The Senate Special Committee on Congressional Redistricting met in a video‑conference hearing focused on West Texas and heard invited legal testimony Wednesday about a July 7 Department of Justice letter raising constitutional concerns about the state's 2021 congressional map.
MALDEF Vice President of Litigation Nina Perales told the committee that the public cannot give meaningful input without seeing maps: "Without being able to see a map under consideration, the public can't tell you whether it follows traditional redistricting principles, whether it respects their communities of interest, or perhaps most importantly, whether it complies with the Voting Rights Act in the Constitution," Perales said.
The hearing assembled a mix of civil‑rights attorneys and voting‑rights advocates who urged the committee to require legal scrubs and public drafts before any map is finalized. Perales, who represented Latino voters in the federal litigation over the 2021 plans, told senators the DOJ letter misreads recent case law and urged lawmakers to ask "the necessary questions to make sure that the legislature evaluates minority population, voting patterns, and the totality of circumstances to create the districts required by law." She added, "If you are not there at the table asking the difficult questions about population, voting patterns, about, minority communities, you cannot ensure that the map will be lawful." (Nina Perales, vice president of litigation, MALDEF)
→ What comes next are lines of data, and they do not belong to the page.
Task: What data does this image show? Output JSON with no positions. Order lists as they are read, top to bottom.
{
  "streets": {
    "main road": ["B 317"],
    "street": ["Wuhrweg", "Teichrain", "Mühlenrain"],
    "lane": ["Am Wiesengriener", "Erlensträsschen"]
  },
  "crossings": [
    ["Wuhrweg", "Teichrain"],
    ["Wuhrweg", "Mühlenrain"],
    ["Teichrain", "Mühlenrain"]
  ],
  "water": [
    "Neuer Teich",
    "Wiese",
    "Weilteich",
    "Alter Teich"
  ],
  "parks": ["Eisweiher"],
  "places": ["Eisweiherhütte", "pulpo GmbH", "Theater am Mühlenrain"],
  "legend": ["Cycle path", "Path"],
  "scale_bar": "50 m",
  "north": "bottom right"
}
Committee members and invited witnesses debated whether the DOJ letter relies on a correct reading of Fifth Circuit precedent (Pettaway) and the Supreme Court's Allen v. Milligan guidance. Perales and other witnesses said the letter contains factual and legal errors: "If the Department of Justice had concerns and they knew how to read Pettway as well as anybody else did, they would have raised those concerns instead of dismissing all of their claims in the litigation," Perales said.
Chairman King told the committee he has asked legal counsel to provide a written clarification about the committee's authority to issue subpoenas after the regional hearings and said he would share that opinion with members once it is provided. Senator Alvarado noted she and other senators had sent follow‑up letters and asked that any subpoena consideration be held in a room that would allow public livestreaming; the chair said the committee had reserved the Betty King room for a formal meeting and that counsel is working on an opinion.
Why it matters: Committee members repeatedly told witnesses the committee cannot responsibly evaluate draft maps without a legal review and public drafts. Advocates cautioned that proceeding quickly without public review risks further litigation under the Voting Rights Act and the U.S. Constitution.
The committee did not vote on a map. The chair said any draft map filed with the committee will be made public and that senators will hold hearings on any proposed map. The committee also said it will discuss a formal motion on subpoena authority at a meeting the next day.
Ending: The committee’s next formal meeting is expected to include a legal‑opinion briefing about subpoena authority; members said publicly filed maps will trigger additional hearings and testimony. No map was filed during the West Texas regional hearing.